§ Directions for this task
Quote the records exactly, starting at the first line and stopping after the line with "solid #fff;border-radius:50%;background:#1a73e8;box-shadow:0 0"; skip the pictures.

§ Provided data
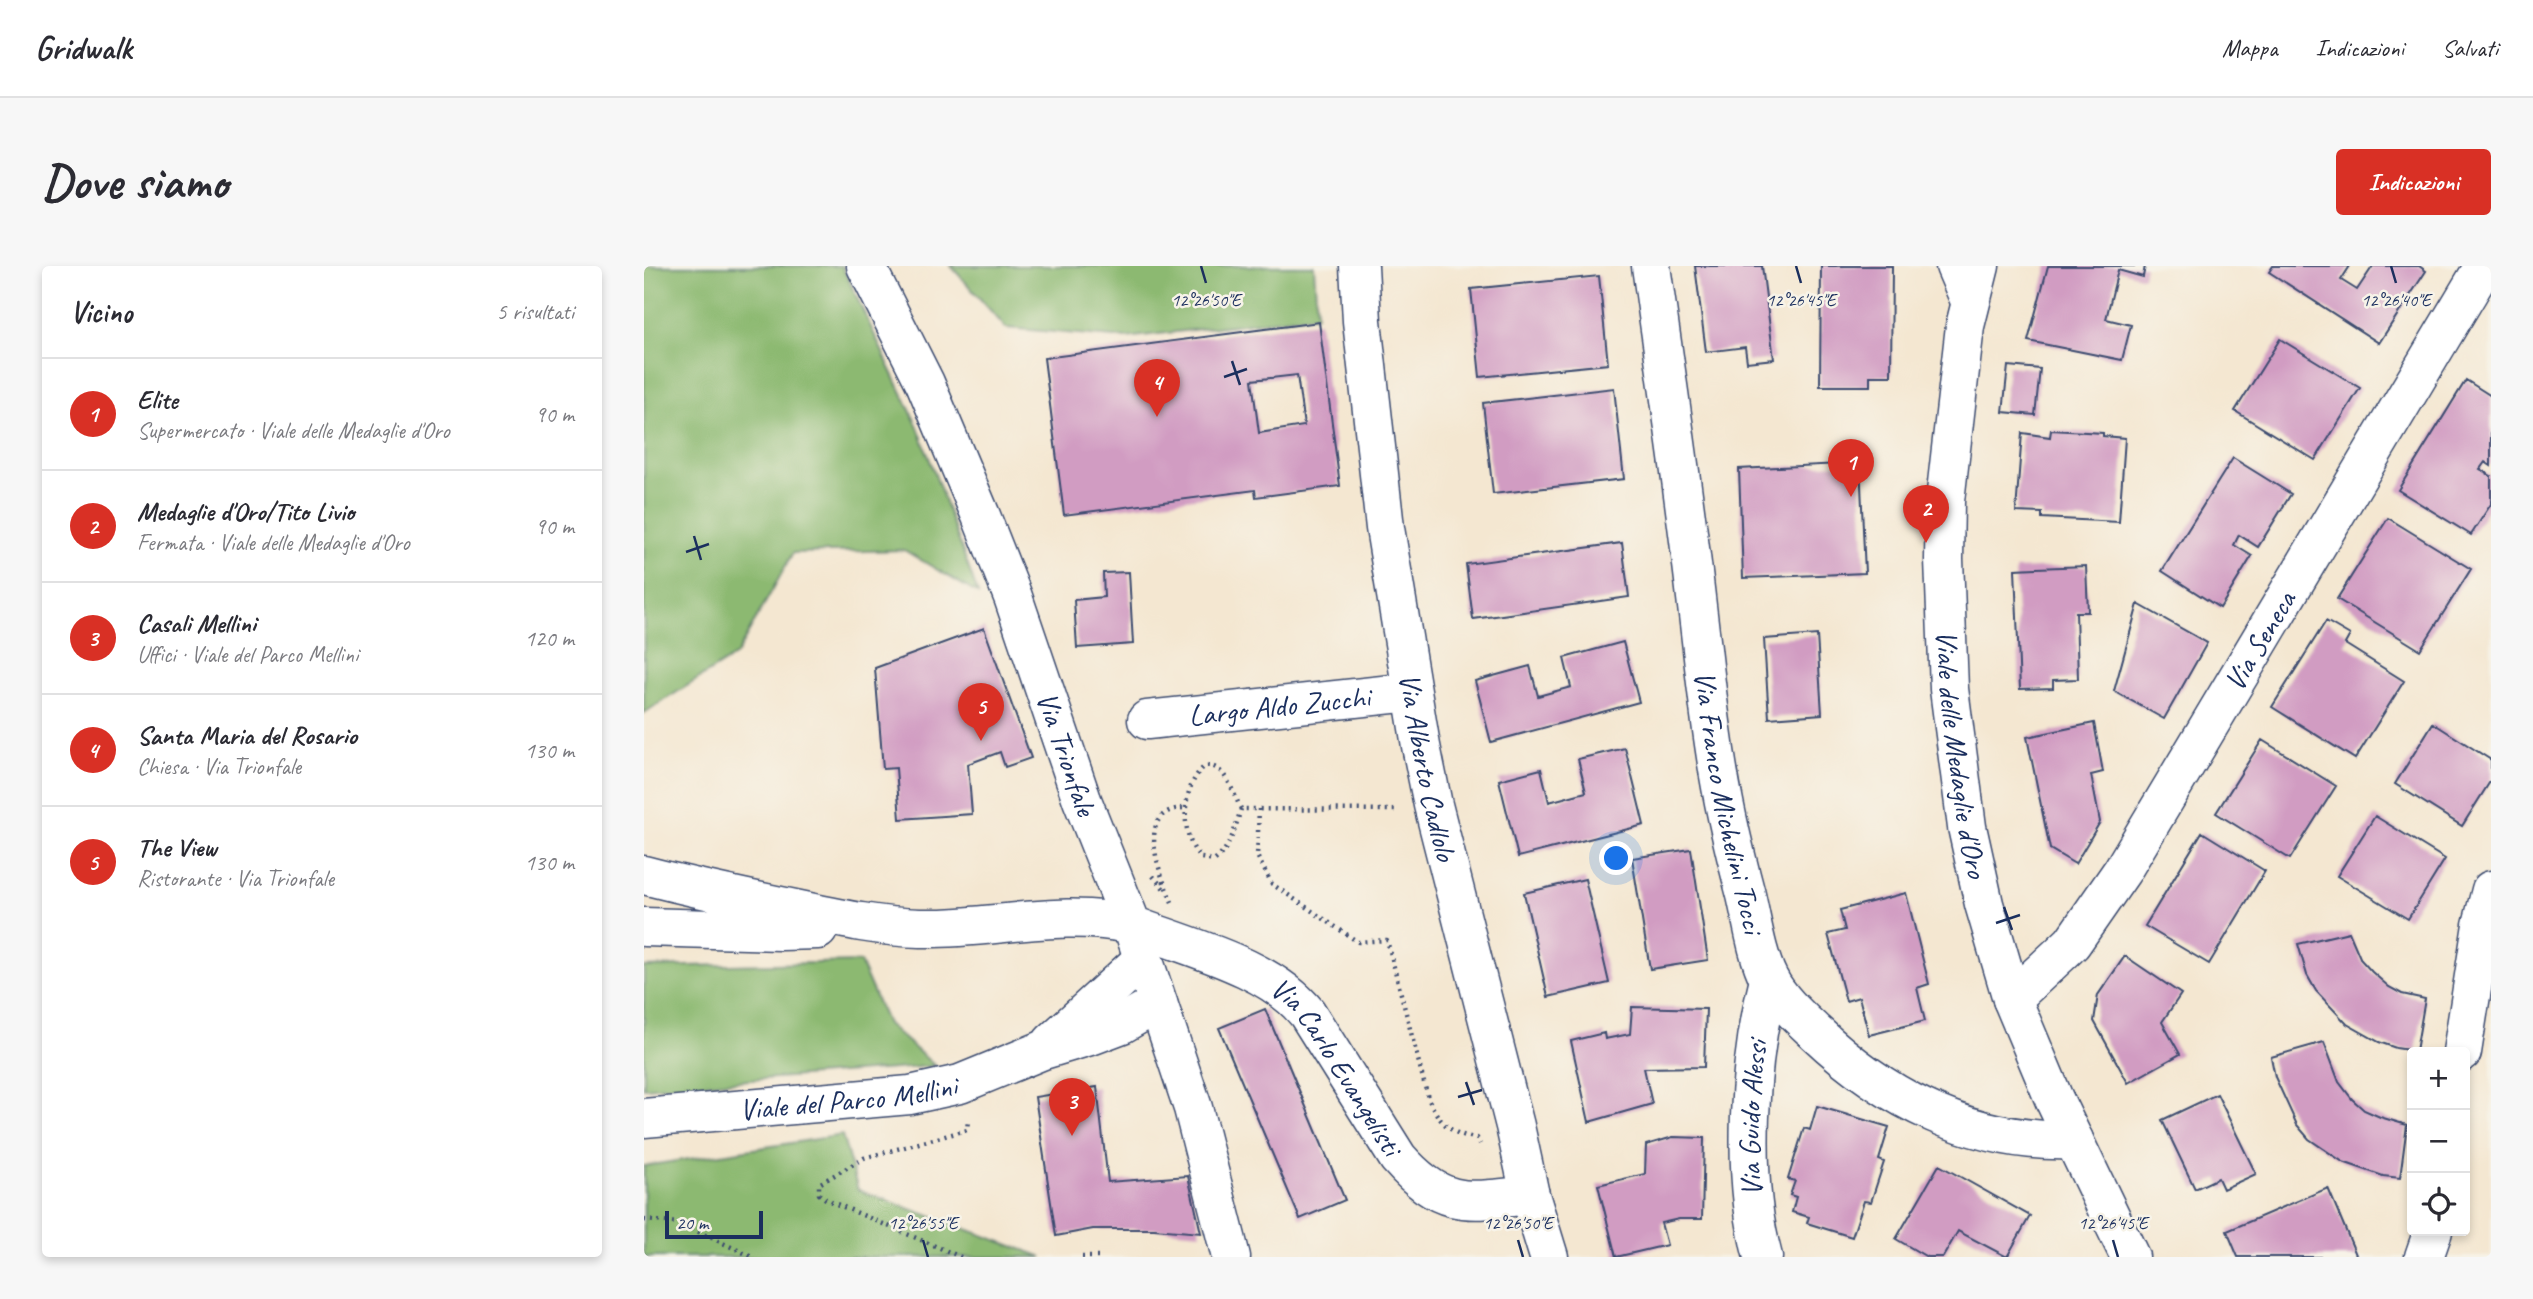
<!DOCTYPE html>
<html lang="it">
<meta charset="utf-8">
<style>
body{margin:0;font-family:Caveat,sans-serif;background:#f7f7f7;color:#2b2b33}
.controls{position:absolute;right:21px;bottom:21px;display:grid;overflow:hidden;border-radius:7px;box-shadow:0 4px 10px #0003}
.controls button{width:63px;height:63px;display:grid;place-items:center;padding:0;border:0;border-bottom:2px solid #e1e1e2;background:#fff;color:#2b2b33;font:35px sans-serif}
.scale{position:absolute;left:21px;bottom:18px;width:98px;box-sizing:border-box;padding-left:7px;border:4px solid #1b2f5e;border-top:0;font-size:19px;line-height:24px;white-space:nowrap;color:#1b2f5e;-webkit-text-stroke:5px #f7f3e8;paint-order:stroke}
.you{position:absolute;left:973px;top:593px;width:24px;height:24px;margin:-18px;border:5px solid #fff;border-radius:50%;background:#1a73e8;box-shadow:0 0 0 10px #1a73e833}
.badge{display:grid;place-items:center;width:46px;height:46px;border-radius:50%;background:#d93025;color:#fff;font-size:23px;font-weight:700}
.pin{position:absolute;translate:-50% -58px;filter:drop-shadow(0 2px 4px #0008)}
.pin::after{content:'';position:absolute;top:37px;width:24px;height:21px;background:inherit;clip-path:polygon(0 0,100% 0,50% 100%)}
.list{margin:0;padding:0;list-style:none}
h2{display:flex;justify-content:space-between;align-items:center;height:91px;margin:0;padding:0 28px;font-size:30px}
h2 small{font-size:23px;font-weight:400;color:#7c7c81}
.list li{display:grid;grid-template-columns:46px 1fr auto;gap:21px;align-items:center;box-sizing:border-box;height:112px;padding:0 28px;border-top:2px solid #e1e1e2}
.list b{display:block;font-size:26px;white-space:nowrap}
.list p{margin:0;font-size:23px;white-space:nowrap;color:#7c7c81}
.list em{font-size:23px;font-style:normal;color:#7c7c81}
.icon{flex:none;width:38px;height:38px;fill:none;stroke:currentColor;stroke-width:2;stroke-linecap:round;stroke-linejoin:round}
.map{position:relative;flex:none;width:1847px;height:991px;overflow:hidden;border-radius:7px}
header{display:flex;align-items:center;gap:42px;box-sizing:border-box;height:98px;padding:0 35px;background:#fff;border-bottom:2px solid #e1e1e2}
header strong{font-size:33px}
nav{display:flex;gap:38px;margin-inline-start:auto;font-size:24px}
.intro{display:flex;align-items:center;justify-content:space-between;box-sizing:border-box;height:168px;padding:0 42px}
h1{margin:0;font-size:49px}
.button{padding:18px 32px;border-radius:7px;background:#d93025;color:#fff;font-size:24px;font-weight:700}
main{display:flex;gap:42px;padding:0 42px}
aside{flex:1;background:#fff;border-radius:7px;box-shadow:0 4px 10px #0003}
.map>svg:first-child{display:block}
.forest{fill:#8cb971;stroke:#547468;stroke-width:2}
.building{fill:#d19cc2;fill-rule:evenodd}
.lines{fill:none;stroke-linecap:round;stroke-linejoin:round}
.minor-casing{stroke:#3c4b6f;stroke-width:41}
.major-casing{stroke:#3c4b6f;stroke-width:41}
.path{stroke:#3c4b6f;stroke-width:4.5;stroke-dasharray:2 5;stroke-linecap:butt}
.minor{stroke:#fff;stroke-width:38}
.major{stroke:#fff;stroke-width:38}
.ticks{fill:none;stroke:#1b2f5e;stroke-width:2.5}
.labels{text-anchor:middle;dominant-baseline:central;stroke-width:5;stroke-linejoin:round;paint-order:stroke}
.street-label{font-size:30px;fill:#1b2f5e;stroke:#f7f3e8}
.ticks-label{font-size:18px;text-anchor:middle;fill:#1b2f5e;stroke:#f7f3e8;stroke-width:5;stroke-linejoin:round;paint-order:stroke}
</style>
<header>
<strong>Gridwalk</strong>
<nav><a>Mappa</a><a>Indicazioni</a><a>Salvati</a></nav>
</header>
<div class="intro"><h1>Dove siamo</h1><a class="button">Indicazioni</a></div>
<main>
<aside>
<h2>Vicino<small>5 risultati</small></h2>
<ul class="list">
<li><span class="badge">1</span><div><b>Elite</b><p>Supermercato · Viale delle Medaglie d'Oro</p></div><em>90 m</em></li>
<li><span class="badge">2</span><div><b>Medaglie d'Oro/Tito Livio</b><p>Fermata · Viale delle Medaglie d'Oro</p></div><em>90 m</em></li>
<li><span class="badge">3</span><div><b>Casali Mellini</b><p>Uffici · Viale del Parco Mellini</p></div><em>120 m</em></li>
<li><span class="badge">4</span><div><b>Santa Maria del Rosario</b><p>Chiesa · Via Trionfale</p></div><em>130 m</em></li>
<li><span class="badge">5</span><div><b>The View</b><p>Ristorante · Via Trionfale</p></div><em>130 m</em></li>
</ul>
</aside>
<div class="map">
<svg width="1847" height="991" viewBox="0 0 1847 991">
<rect width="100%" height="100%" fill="#f7f3e8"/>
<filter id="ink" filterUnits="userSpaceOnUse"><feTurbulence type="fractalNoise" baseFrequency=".0143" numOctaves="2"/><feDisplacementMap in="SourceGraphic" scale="14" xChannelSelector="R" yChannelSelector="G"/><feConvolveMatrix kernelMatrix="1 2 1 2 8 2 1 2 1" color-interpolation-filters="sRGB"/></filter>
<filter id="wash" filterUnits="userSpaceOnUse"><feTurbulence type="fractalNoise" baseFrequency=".00686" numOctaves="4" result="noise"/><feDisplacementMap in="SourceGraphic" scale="28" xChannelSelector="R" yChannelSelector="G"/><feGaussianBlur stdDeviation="1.57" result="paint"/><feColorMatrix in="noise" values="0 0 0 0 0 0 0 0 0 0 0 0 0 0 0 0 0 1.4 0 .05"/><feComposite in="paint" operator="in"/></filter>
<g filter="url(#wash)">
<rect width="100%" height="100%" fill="#f4e7d1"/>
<path class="forest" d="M0,0H198L274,161L334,328L260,284L149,287L92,389L0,447Z
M307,0H670L673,49L482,72L362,62Z
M216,696L243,758L291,800L0,822V701Z
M198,869L214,924L399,991H0V900Z"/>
<g id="blocks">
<path class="building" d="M1051,0H1118L1130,93L1103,96L1101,81L1062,86Z
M1177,0H1248L1247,110H1226V120H1176Z
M1404,0H1501L1499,11L1474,4L1462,53L1487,59L1478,94L1384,75Z
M1629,0H1706L1697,14L1713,24L1729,0H1775L1782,5L1735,77L1625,6Z
M955,10L964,98L836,111L827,23Z
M675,56L696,220L612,231L611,224L420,249L400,92ZM653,109L660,160L615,167L608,114Z
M1636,73L1716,122L1671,194L1591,145Z
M1364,100L1396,103L1391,149L1359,146Z
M1822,114L1847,130V200L1841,196L1836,203L1847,210V238L1827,269L1754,224Z
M970,122L980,213L849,228L839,137Z
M1407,164L1459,167V170L1481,172L1475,256L1398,252V247L1372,246L1378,167L1406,171Z
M1589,192L1647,228L1614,281L1595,269L1590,279L1608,290L1576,342L1518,305Z
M1216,197L1221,307L1099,312L1095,203Z
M1744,252L1827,303L1776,384L1693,333Z
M978,277L985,331L829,353L822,298Z
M1442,300L1444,346H1432L1434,413L1409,414V422L1376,423L1371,303Z
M485,306L489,378L433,382L430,334L460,331L459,307Z
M1494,338L1563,377L1520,453L1470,425Z
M1682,355L1706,369L1701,378L1760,415L1711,493L1628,441Z
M340,362L387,492L361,501L356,486L324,498L328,548L256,553L252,502L239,503L231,402Z
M1173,369L1178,448L1125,452L1120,373Z
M979,376L995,436L847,476L831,415L886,400L894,430L927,421L920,392Z
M1450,457L1459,506L1447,509L1456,556L1431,598L1406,583L1383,471Z
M1789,457L1847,494V514L1818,560L1751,518Z
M1618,474L1692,520L1646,593L1572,547Z
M981,482L1000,559L874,591L855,514L897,503L905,536L942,526L934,493Z
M1731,550L1801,593L1764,653L1693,610Z
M1558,566L1621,605L1565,698L1501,660Z
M1047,583L1064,694L1006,703L988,592Z
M941,613L965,717L904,731L880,627Z
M1262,627L1285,718L1273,722L1281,755L1225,769L1215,731L1202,735L1184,668L1201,664L1196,644Z
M1705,666L1717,694L1728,706L1745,721L1758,728L1781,733L1772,785L1752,782L1735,776L1703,758L1672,725L1663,709L1654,678Z
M1481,690L1537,728L1518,756L1536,788L1484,817L1450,755L1454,729Z
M988,741L1062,743L1060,801L1000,802L1008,838L945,856L927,775L960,767L961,773L986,768Z
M621,743L701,934L656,953L575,762Z
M1680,776L1695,816L1708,833L1720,844L1736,851L1763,859L1756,912L1739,910L1699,896L1665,873L1653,859L1631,811L1627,791Z
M453,821L464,916L544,910L557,967L510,963H449L412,970L391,831Z
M1573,828L1612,908L1579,923L1574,912L1551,923L1518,854Z
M1173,840L1245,861L1235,894L1240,896L1227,936L1220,935L1208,971L1163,957L1165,951L1148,946L1152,931L1146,929L1151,915L1144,913L1160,862L1166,864Z
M1029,871L1060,872L1058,953H1035L1017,957L1023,979L972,991L954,919L1001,908L1002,879Z
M1295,899L1386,950L1363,991L1314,965L1299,991H1283L1252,973Z
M1684,922L1713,991H1594L1583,965Z"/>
</g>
</g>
<g filter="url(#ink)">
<use href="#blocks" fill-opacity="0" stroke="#3c4b6f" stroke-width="2"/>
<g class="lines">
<defs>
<g id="minor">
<path id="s1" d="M222,0L281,117L337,250L369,331L438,534L488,659C544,681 625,700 663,747L754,892C799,943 823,936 886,929"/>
<path id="s2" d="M715,0L718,55L741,262L777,480L789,539L871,860L886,929L905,991"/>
<path id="s3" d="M1007,0C1023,113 1040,226 1053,340C1059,390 1064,441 1072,491C1079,538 1090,584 1102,629C1108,655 1113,690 1125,713C1135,733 1155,751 1171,766C1243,834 1330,878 1430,874"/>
<path d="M1311,0L1326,35"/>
<path id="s4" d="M503,454L767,426"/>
<path id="s5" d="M1368,733L1428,677L1478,605L1840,0"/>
<path d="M408,776L499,693"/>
<path d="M1818,786L1838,659L1847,624"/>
<path id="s6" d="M0,852L266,829L316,818L399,784L449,769L478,758L514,737"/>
<path id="s7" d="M1119,991C1097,910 1104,795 1125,714"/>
<path d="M1780,991L1789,965"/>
</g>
<g id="major">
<path id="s8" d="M1336,0L1321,60L1301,235L1300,293L1305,423L1323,561L1340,638L1368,733L1410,833L1486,991"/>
<path d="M0,609C53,623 107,634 161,645C199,653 237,661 276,662C347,664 418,642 488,659L549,842L587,991"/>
<path d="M0,661L137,665L174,664"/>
</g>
</defs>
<use href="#minor" class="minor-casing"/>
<use href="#major" class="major-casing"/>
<path class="path" d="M597,543C591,562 587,581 571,594L557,592C535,570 537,520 561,500C581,497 589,527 597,543L754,544
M615,543L613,590L628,618L714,676L743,674L784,832C795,856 806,869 833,872L836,878
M509,610L521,624
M528,636C515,606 489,542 542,542
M0,954L35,957L109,991
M317,991L183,934L175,928V918L220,892L323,864L324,854
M438,991H458"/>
<use href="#minor" class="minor"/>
<use href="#major" class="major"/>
</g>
</g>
<path class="ticks" d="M557,0L562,17M1152,0L1157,17M1747,0L1752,17M588,95L596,119M580,111L603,103M50,270L57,294M42,286L65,278M1360,641L1368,664M1352,657L1376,649M822,816L830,839M814,831L838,824M279,974L284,991M874,974L879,991M1469,974L1474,991"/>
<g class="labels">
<g class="street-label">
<text stroke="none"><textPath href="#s5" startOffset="438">Via Seneca</textPath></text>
<text stroke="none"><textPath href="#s4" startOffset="133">Largo Aldo Zucchi</textPath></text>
<text stroke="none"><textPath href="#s8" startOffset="492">Viale delle Medaglie d'Oro</textPath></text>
<text stroke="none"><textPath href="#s1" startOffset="528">Via Trionfale</textPath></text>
<text stroke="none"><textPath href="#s2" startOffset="506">Via Alberto Cadlolo</textPath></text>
<text stroke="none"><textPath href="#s3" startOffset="542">Via Franco Michelini Tocci</textPath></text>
<text stroke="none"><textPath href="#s1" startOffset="970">Via Carlo Evangelisti</textPath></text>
<text stroke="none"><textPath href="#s6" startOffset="205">Viale del Parco Mellini</textPath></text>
<text stroke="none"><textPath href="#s7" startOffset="140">Via Guido Alessi</textPath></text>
</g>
</g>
<g class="ticks-label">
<text x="562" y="40">12°26'50"E</text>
<text x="1157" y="40">12°26'45"E</text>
<text x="1752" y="40">12°26'40"E</text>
<text x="279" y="963">12°26'55"E</text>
<text x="874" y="963">12°26'50"E</text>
<text x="1469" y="963">12°26'45"E</text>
</g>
</svg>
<div class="controls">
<button>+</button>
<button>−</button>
<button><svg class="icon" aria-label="locate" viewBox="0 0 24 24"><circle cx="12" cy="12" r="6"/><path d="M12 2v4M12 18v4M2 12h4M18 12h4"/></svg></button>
</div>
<div class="scale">20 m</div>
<div class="you"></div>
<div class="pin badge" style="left:1207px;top:231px">1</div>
<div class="pin badge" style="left:1282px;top:277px">2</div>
<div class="pin badge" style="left:428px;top:870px">3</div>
<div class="pin badge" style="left:513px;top:151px">4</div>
<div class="pin badge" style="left:337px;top:475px">5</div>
</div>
</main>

§ Exercise answer
<!DOCTYPE html>
<html lang="it">
<meta charset="utf-8">
<style>
body{margin:0;font-family:Caveat,sans-serif;background:#f7f7f7;color:#2b2b33}
.controls{position:absolute;right:21px;bottom:21px;display:grid;overflow:hidden;border-radius:7px;box-shadow:0 4px 10px #0003}
.controls button{width:63px;height:63px;display:grid;place-items:center;padding:0;border:0;border-bottom:2px solid #e1e1e2;background:#fff;color:#2b2b33;font:35px sans-serif}
.scale{position:absolute;left:21px;bottom:18px;width:98px;box-sizing:border-box;padding-left:7px;border:4px solid #1b2f5e;border-top:0;font-size:19px;line-height:24px;white-space:nowrap;color:#1b2f5e;-webkit-text-stroke:5px #f7f3e8;paint-order:stroke}
.you{position:absolute;left:973px;top:593px;width:24px;height:24px;margin:-18px;border:5px solid #fff;border-radius:50%;background:#1a73e8;box-shadow:0 0 0 10px #1a73e833}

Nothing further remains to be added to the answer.